(Saved data entries)
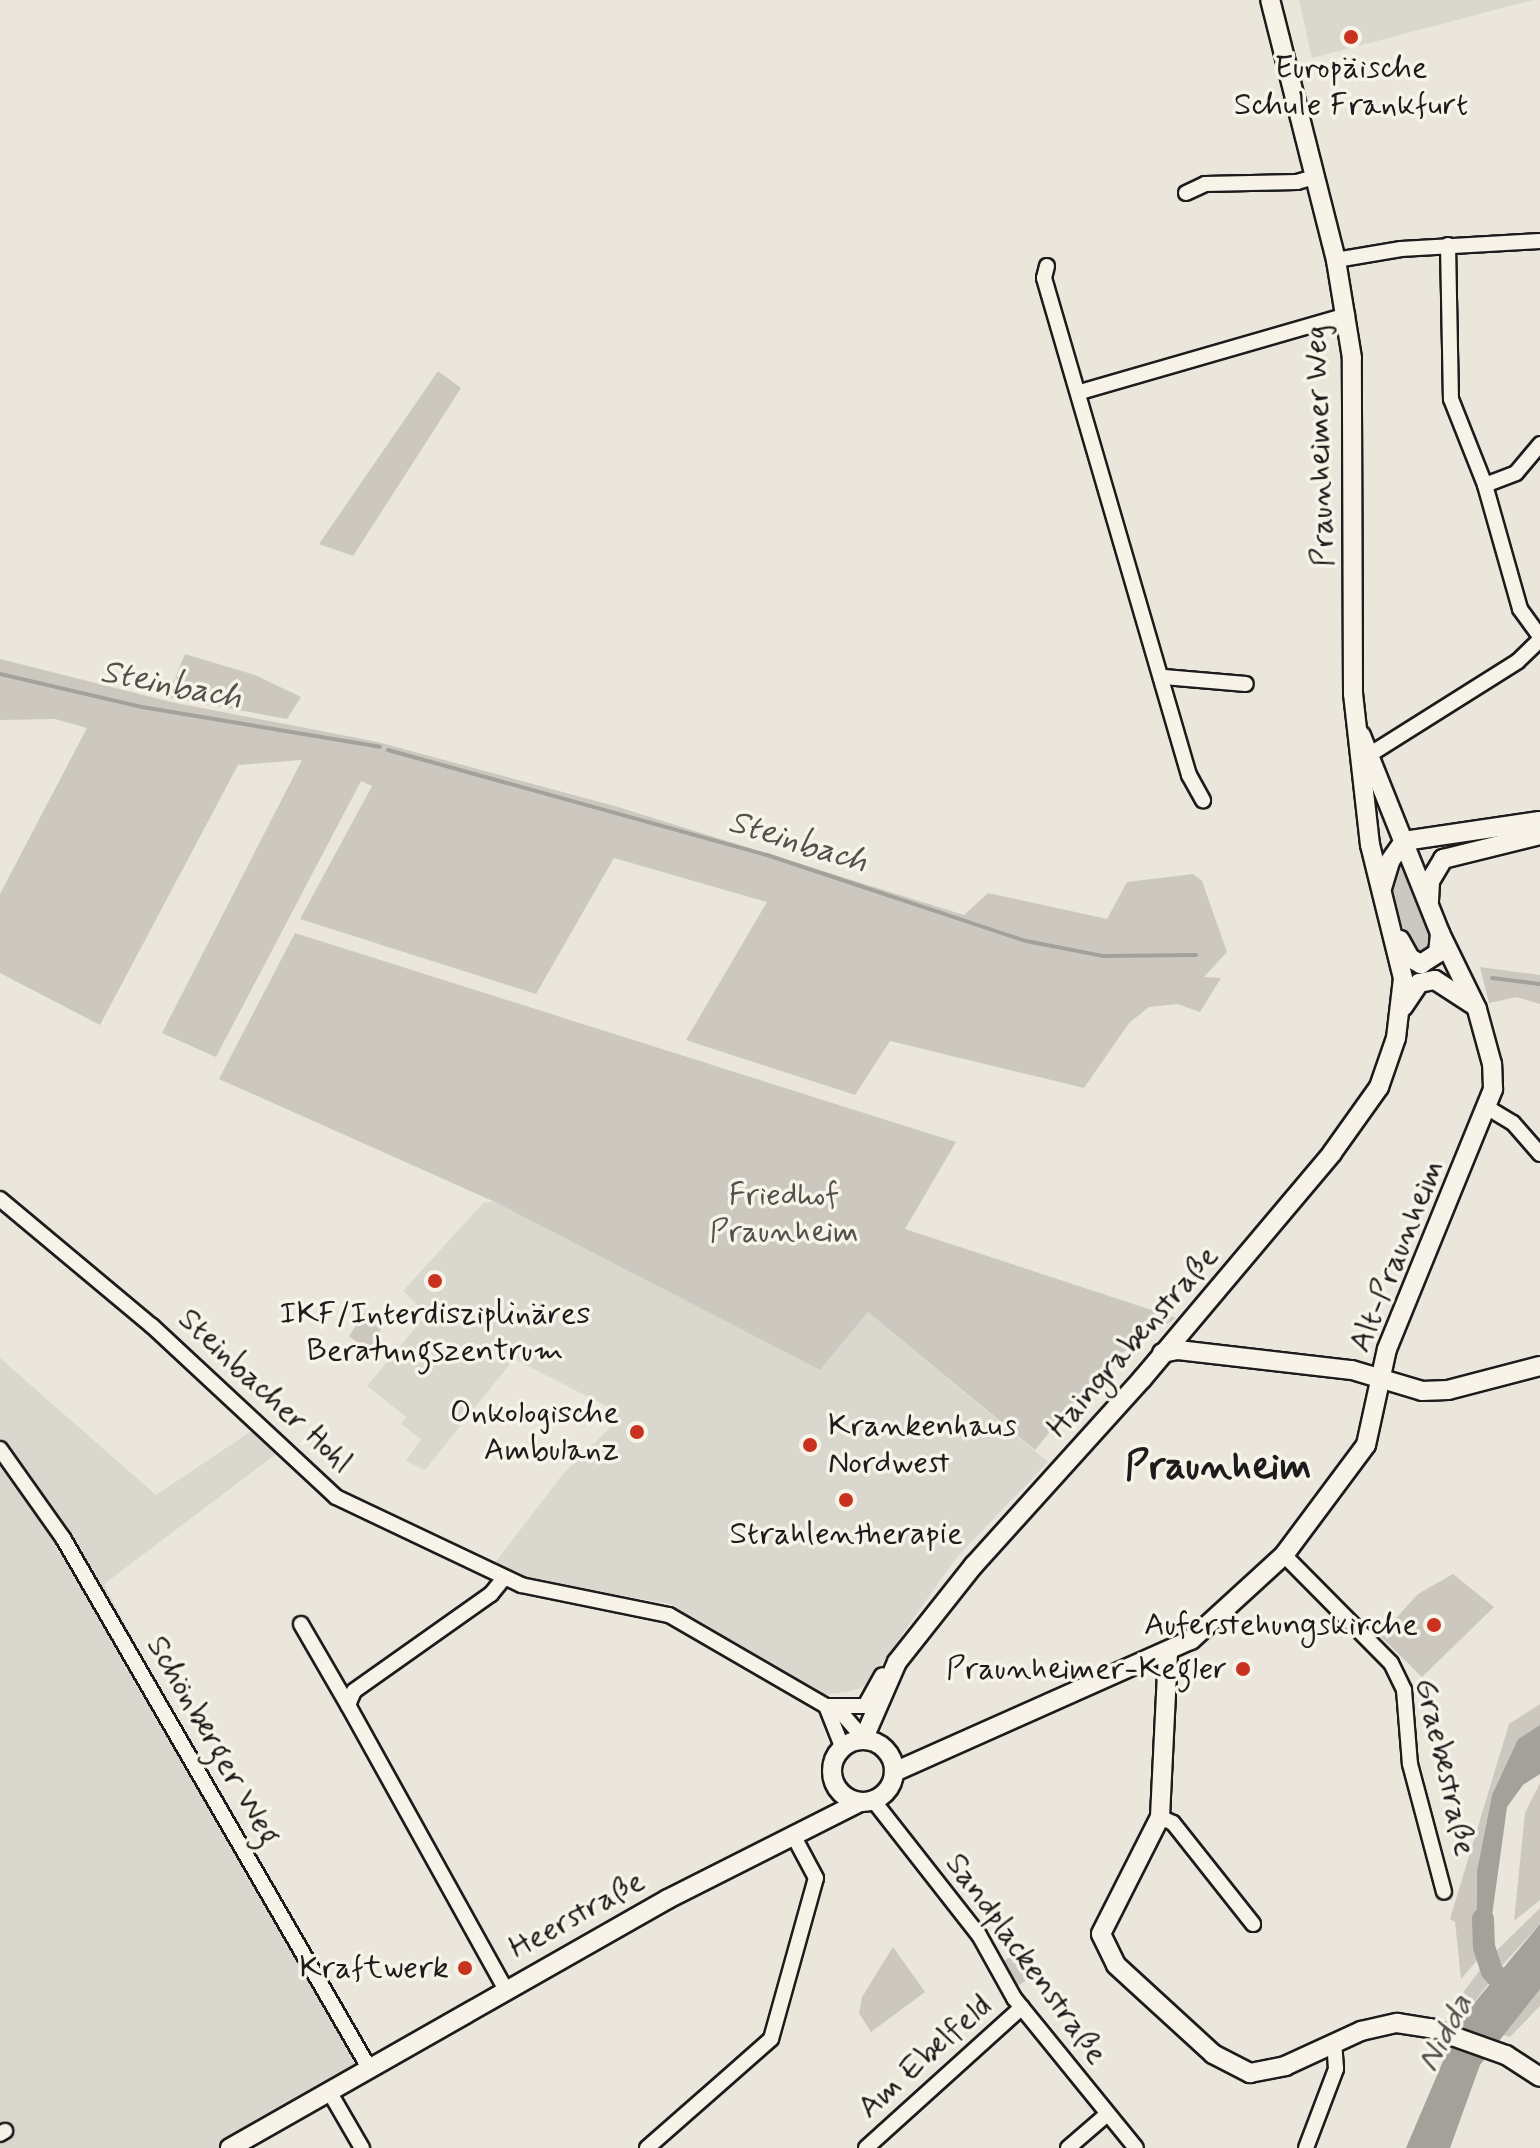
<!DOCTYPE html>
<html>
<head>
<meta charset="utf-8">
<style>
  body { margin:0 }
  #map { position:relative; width:1540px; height:2148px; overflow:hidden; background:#eae6dc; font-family:Mynerve,sans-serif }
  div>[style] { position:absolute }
  .built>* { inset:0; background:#dad7ce }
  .green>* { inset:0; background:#ccc8c0 }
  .water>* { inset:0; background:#a3a19a }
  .stream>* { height:4px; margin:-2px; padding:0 2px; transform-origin:2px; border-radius:2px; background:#a3a19a }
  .river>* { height:22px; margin:-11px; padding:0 11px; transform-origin:11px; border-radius:11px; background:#a3a19a }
  .roads { filter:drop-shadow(2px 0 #1c1c1c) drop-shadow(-2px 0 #1c1c1c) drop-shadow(0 2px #1c1c1c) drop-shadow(0 -2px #1c1c1c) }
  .street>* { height:14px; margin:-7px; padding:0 7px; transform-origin:7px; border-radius:7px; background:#f7f3e8 }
  .secondary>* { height:18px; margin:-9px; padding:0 9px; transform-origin:9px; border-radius:9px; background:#f7f3e8 }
  .secondary>.ring { margin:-9px; padding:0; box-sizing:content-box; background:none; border:18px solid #f7f3e8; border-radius:50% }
  .dots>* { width:22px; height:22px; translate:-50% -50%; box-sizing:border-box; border:4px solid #f7f3e8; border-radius:50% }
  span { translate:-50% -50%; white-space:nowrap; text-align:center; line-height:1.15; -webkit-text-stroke:7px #f7f3e8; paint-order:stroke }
  .poi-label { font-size:32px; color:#1c1c1c }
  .right { translate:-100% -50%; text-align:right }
  .left { translate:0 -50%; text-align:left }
  .street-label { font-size:32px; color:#1c1c1c }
  .park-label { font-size:32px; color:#51504d }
  .water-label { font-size:34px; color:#52514e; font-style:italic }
  .district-label { font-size:40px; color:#1c1c1c; font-weight:700 }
</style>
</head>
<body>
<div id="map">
  <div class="built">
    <i style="clip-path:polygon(1299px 0,1533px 0,1312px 58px)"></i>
    <i style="clip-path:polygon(484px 1202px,495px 1202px,820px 1370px,868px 1312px,1048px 1462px,956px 1558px,866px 1686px,847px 1692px,819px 1695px,688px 1621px,671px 1604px,529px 1580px,494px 1564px,563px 1474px,615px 1423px,616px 1411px,514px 1359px,425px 1470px,406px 1461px,421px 1439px,401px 1424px,406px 1417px,367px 1386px,427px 1314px,403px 1291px)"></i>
    <i style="clip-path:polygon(0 1358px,156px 1495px,256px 1428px,279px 1452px,104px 1584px,361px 2073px,232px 2148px,0 2148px)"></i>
  </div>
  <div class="green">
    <i style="clip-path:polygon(438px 371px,461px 388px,353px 556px,319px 544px)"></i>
    <i style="clip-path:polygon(185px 654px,255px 675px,301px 697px,287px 719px,167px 697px)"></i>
    <i style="clip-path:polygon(0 659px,171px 702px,378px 742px,618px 807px,964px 915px,988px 893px,1107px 919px,1127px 882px,1193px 874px,1202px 881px,1227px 952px,1204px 977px,1221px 978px,1200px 1012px,1177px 1004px,1149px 1007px,1129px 1023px,1084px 1088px,890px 1041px,855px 1095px,686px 1040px,767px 902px,614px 858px,536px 994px,300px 919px,372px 786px,361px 781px,216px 1057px,162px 1033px,302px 760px,238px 765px,100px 1025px,0 973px,0 894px,87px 728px,55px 719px,0 720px)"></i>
    <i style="clip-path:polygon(1403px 857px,1435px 945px,1424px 957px,1410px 949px,1388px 884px,1390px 872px)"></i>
    <i style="clip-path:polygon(295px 933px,956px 1142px,905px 1229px,1176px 1318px,1105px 1364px,1035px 1450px,868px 1312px,820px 1370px,495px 1202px,219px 1079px)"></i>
    <i style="clip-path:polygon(1480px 967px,1540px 975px,1540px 1004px,1517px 997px,1489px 1003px)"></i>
    <i style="clip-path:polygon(366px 1311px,386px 1314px,376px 1343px,365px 1348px,349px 1336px)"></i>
    <i style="clip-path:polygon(1453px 1574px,1494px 1607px,1422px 1677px,1380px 1636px,1418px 1594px)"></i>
    <i style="clip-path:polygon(1540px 1704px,1540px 1725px,1518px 1739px,1492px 1795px,1477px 1871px,1475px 1947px,1487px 1949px,1461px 1979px,1455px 1922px,1450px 1919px,1509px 1724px)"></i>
    <i style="clip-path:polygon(1540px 1783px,1540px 1900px,1514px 1921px,1525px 1813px)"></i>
    <i style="clip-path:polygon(1540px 1908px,1540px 1924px,1499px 1969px,1495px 1952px)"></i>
    <i style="clip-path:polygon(893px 1947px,925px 1992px,871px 2032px,859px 2013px,862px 1997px)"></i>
    <i style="clip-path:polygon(1020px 1951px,1036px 1975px,1014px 1988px,999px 1964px)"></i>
    <i style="clip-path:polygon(1486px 1962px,1492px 1979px,1461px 2019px,1447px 2014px)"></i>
    <i style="clip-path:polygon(1540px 1989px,1540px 2006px,1510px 2037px,1500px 2034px)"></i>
  </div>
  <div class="water">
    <i style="clip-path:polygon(1540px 1725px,1540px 1774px,1523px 1785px,1507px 1807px,1491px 1923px,1484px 1947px,1476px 1945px,1477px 1871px,1492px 1795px,1518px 1739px)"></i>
    <i style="clip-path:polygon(1540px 1924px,1540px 1989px,1480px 2065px,1450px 2148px,1406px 2148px,1461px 2019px)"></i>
  </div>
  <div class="stream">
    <i style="left:0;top:674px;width:146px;rotate:13.1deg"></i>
    <i style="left:142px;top:707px;width:241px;rotate:9.5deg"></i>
    <i style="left:388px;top:750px;width:393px;rotate:15.5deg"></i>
    <i style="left:767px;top:855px;width:273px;rotate:18.4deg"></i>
    <i style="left:1026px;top:941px;width:78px;rotate:11deg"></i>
    <i style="left:1103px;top:956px;width:93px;rotate:-0.6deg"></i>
    <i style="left:1492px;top:978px;width:48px;rotate:7.1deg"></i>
  </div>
  <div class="river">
    <i style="left:1483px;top:1919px;width:28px;rotate:88deg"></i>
    <i style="left:1484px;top:1947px;width:25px;rotate:72deg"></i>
    <i style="left:1492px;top:1971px;width:25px;rotate:50deg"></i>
  </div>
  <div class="roads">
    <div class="street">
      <i style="left:1186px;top:193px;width:21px;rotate:-25deg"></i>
      <i style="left:1205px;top:184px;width:92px;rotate:-1.2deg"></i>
      <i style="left:1297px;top:182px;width:19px;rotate:-16deg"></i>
      <i style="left:1448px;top:245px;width:154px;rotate:88.9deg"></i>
      <i style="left:1451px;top:399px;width:92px;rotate:68.4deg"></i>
      <i style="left:1485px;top:485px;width:129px;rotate:74.2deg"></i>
      <i style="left:1520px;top:609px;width:34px;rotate:54deg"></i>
      <i style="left:1336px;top:260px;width:66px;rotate:-9.6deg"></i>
      <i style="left:1401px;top:249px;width:139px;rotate:-3.3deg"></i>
      <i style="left:1047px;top:266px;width:12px;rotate:104deg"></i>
      <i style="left:1044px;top:278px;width:518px;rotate:73.74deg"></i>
      <i style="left:1189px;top:775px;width:29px;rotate:61deg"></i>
      <i style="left:1080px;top:392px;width:278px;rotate:-16.1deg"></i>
      <i style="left:1485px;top:485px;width:33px;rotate:-21deg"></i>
      <i style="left:1516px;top:473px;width:38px;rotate:-50deg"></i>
      <i style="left:1164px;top:677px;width:82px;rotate:4.9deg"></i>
      <i style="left:1369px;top:755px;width:176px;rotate:-32.2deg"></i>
      <i style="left:1518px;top:661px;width:30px;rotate:-44deg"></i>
      <i style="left:1488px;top:1108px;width:29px;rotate:31deg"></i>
      <i style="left:1513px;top:1123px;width:41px;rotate:48.9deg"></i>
      <i style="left:0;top:1199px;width:198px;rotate:39.9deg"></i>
      <i style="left:152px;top:1326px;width:251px;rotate:42.9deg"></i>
      <i style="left:336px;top:1497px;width:205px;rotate:25.4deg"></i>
      <i style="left:521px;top:1585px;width:151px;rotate:11.5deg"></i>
      <i style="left:669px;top:1615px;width:181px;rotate:30.1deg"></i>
      <i style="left:826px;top:1706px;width:39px"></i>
      <i style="left:865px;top:1706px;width:35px;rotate:-61deg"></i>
      <i style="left:0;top:1449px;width:109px;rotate:54.7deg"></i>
      <i style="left:63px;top:1538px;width:610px;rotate:59.99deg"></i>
      <i style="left:1284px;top:1555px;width:152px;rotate:45.3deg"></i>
      <i style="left:1391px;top:1663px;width:30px;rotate:64deg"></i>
      <i style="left:1404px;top:1690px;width:74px;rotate:85.4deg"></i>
      <i style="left:1410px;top:1764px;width:132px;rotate:75.1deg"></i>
      <i style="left:504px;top:1578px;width:21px;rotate:129deg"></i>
      <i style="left:491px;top:1594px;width:168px;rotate:144.7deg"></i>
      <i style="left:354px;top:1691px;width:15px;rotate:113deg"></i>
      <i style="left:348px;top:1705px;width:326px;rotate:61deg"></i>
      <i style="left:301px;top:1624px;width:94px;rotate:59.9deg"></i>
      <i style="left:826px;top:1706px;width:46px;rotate:68.4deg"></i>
      <i style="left:838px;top:1709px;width:38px;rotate:49deg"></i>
      <i style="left:873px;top:1800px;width:172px;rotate:51.9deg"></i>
      <i style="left:979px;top:1935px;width:72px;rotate:60.9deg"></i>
      <i style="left:1014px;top:1998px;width:193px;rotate:50.9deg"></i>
      <i style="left:1160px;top:1817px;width:14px;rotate:25deg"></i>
      <i style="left:1173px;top:1823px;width:129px;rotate:51.6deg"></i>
      <i style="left:329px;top:2091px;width:66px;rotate:59.9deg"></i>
      <i style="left:0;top:2134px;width:6px;rotate:-31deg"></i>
      <i style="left:647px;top:2148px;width:165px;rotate:-41.3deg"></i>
      <i style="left:771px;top:2039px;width:167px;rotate:-74.4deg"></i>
      <i style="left:816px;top:1878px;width:49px;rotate:-118.1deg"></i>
      <i style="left:866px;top:2148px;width:210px;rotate:-42.1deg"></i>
      <i style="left:1068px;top:2148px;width:49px;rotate:-40.9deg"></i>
      <i style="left:1306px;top:2148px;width:85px;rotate:-69.2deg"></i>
      <i style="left:1336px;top:2069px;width:26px;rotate:-94deg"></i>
    </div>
    <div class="secondary">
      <i style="left:1382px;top:888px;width:28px;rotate:-73deg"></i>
      <i style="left:1390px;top:861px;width:24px;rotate:-55deg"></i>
      <i style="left:1404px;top:841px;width:137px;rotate:-8.4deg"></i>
      <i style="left:1429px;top:901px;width:20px;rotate:-87deg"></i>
      <i style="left:1430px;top:881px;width:26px;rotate:-59deg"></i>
      <i style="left:1443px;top:859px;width:100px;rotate:-13.9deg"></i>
      <i style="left:1400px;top:940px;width:21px;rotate:61deg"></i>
      <i style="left:1410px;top:958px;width:13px;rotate:29deg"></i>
      <i style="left:1421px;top:964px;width:20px;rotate:-33deg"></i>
      <i style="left:1438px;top:953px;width:20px;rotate:-84deg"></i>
      <i style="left:1403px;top:1007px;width:29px;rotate:-56deg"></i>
      <i style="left:1419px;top:983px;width:16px;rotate:-11deg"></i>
      <i style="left:1435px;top:980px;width:44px;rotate:33deg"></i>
      <i style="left:1162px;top:1353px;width:16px;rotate:-11deg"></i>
      <i style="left:1178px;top:1350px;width:175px;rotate:6.6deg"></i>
      <i style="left:1352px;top:1370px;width:73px;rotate:16.7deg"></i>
      <i style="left:1422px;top:1391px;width:26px;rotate:-2deg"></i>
      <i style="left:1448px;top:1390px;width:95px;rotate:-14.6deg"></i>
      <i style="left:1168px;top:1653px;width:164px;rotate:92.8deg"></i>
      <i style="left:1160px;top:1817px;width:131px;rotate:116.8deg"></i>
      <i style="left:1101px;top:1934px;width:34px;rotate:64deg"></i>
      <i style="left:1116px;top:1965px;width:132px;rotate:42.5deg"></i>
      <i style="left:1213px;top:2054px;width:42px;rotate:27.2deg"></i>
      <i style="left:1250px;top:2073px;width:36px;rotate:-11deg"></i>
      <i style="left:1285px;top:2066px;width:84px;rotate:-24.7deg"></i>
      <i style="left:1361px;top:2031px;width:37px;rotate:-13deg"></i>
      <i style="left:1397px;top:2023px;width:33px;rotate:9deg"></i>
      <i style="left:1430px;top:2028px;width:81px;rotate:19.6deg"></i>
      <i style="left:1506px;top:2055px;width:40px;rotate:32.9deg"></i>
      <i style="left:864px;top:1738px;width:83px;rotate:-66.5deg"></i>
      <i style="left:897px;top:1662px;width:124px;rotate:-51.6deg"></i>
      <i style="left:974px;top:1565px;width:251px;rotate:-47.9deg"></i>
      <i style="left:1142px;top:1379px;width:295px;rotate:-49.9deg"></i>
      <i style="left:1332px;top:1153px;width:81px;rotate:-54.5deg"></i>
      <i style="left:1379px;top:1087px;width:52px;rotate:-70.9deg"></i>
      <i style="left:1396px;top:1038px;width:60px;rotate:-83.3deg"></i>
      <i style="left:1403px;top:978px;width:137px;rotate:-103.9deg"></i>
      <i style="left:1370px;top:845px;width:152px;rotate:-96.4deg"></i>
      <i style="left:1353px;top:694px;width:336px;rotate:-90.2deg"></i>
      <i style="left:1352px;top:358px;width:99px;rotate:-99.3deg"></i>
      <i style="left:1336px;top:260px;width:268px;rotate:-104.2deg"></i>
      <i class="ring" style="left:832px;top:1740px;width:44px;height:44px"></i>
      <i style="left:894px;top:1772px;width:325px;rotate:-24deg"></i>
      <i style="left:1191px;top:1640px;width:126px;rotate:-42.4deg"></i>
      <i style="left:1284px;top:1555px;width:137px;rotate:-53.3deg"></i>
      <i style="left:1366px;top:1445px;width:98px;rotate:-77.7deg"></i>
      <i style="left:1387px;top:1349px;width:281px;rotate:-67.8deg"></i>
      <i style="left:1493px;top:1089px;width:25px;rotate:-92deg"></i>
      <i style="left:1492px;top:1064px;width:57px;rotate:-105.3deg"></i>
      <i style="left:1477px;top:1009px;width:85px;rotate:-116deg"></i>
      <i style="left:1440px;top:933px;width:213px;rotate:-111.8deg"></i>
      <i style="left:230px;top:2148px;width:504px;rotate:-29.62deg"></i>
      <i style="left:668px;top:1899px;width:215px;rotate:-26.8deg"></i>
    </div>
  </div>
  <div class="dots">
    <i style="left:1351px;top:37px;background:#c8321e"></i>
    <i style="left:435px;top:1281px;background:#c8321e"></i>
    <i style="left:637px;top:1432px;background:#c8321e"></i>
    <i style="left:810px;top:1445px;background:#c8321e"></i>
    <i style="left:846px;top:1500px;background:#c8321e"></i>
    <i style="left:1434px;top:1625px;background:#c8321e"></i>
    <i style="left:1243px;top:1669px;background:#c8321e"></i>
    <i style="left:465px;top:1968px;background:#c8321e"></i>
  </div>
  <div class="poi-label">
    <span style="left:1351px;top:87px">Europäische<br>Schule Frankfurt</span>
    <span style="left:435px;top:1333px">IKF/Interdisziplinäres<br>Beratungszentrum</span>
    <span class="right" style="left:619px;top:1432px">Onkologische<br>Ambulanz</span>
    <span class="left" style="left:828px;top:1445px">Krankenhaus<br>Nordwest</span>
    <span style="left:846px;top:1534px">Strahlentherapie</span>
    <span class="right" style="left:1418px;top:1625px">Auferstehungskirche</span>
    <span class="right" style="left:1227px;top:1669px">Praunheimer-Kegler</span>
    <span class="right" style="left:449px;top:1968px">Kraftwerk</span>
  </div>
  <div class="street-label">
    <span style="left:1320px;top:446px;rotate:-92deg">Praunheimer Weg</span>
    <span style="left:1397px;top:1256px;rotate:-68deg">Alt-Praunheim</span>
    <span style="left:1133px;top:1342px;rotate:-49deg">Haingrabenstraße</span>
    <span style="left:265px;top:1391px;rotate:43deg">Steinbacher Hohl</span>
    <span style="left:213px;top:1741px;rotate:60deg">Schönberger Weg</span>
    <span style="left:1445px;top:1767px;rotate:77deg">Graebestraße</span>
    <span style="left:577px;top:1915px;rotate:-29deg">Heerstraße</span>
    <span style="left:1026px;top:1959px;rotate:54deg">Sandplackenstraße</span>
    <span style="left:925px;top:2057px;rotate:-42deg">Am Ebelfeld</span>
  </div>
  <div class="park-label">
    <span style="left:784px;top:1214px">Friedhof<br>Praunheim</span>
  </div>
  <div class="water-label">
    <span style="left:171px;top:685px;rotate:11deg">Steinbach</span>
    <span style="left:798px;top:842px;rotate:17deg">Steinbach</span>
    <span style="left:1445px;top:2033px;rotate:-62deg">Nidda</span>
  </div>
  <div class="district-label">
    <span style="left:1218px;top:1467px">Praunheim</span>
  </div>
</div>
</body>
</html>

_Requirement:_ Pick out every line above that holds the word "stream" and copy it.

_Result below:_
  .stream>* { height:4px; margin:-2px; padding:0 2px; transform-origin:2px; border-radius:2px; background:#a3a19a }
  <div class="stream">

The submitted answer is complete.